## What is being asked
Repeat the entries verbatim.
::::::
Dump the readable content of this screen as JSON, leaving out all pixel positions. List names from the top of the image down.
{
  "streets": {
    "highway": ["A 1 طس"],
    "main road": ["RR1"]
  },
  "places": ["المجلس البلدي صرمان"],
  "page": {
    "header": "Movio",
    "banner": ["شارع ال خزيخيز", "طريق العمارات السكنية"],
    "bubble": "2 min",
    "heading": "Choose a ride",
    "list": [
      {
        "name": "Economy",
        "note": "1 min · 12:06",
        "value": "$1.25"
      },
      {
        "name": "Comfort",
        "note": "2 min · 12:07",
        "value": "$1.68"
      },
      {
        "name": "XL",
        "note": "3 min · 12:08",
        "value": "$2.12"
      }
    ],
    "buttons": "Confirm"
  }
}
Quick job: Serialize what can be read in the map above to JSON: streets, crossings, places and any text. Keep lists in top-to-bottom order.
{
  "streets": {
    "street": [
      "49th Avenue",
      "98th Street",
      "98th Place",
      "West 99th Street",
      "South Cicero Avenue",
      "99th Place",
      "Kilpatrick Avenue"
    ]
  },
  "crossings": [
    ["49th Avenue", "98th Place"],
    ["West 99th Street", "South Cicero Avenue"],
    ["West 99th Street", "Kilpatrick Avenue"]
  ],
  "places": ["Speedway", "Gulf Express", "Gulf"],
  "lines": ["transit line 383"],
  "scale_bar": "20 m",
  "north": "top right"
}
::::::
## Solution to this exercise
Dump the readable content of this screen as JSON, leaving out all pixel positions. List names from the top of the image down.
{
  "streets": {
    "highway": ["A 1 طس"],
    "main road": ["RR1"]
  },
  "places": ["المجلس البلدي صرمان"],
  "page": {
    "header": "Movio",
    "banner": ["شارع ال خزيخيز", "طريق العمارات السكنية"],
    "bubble": "2 min",
    "heading": "Choose a ride",
    "list": [
      {
        "name": "Economy",
        "note": "1 min · 12:06",
        "value": "$1.25"
      },
      {
        "name": "Comfort",
        "note": "2 min · 12:07",
        "value": "$1.68"
      },
      {
        "name": "XL",
        "note": "3 min · 12:08",
        "value": "$2.12"
      }
    ],
    "buttons": "Confirm"
  }
}
Quick job: Serialize what can be read in the map above to JSON: streets, crossings, places and any text. Keep lists in top-to-bottom order.
{
  "streets": {
    "street": [
      "49th Avenue",
      "98th Street",
      "98th Place",
      "West 99th Street",
      "South Cicero Avenue",
      "99th Place",
      "Kilpatrick Avenue"
    ]
  },
  "crossings": [
    ["49th Avenue", "98th Place"],
    ["West 99th Street", "South Cicero Avenue"],
    ["West 99th Street", "Kilpatrick Avenue"]
  ],
  "places": ["Speedway", "Gulf Express", "Gulf"],
  "lines": ["transit line 383"],
  "scale_bar": "20 m",
  "north": "top right"
}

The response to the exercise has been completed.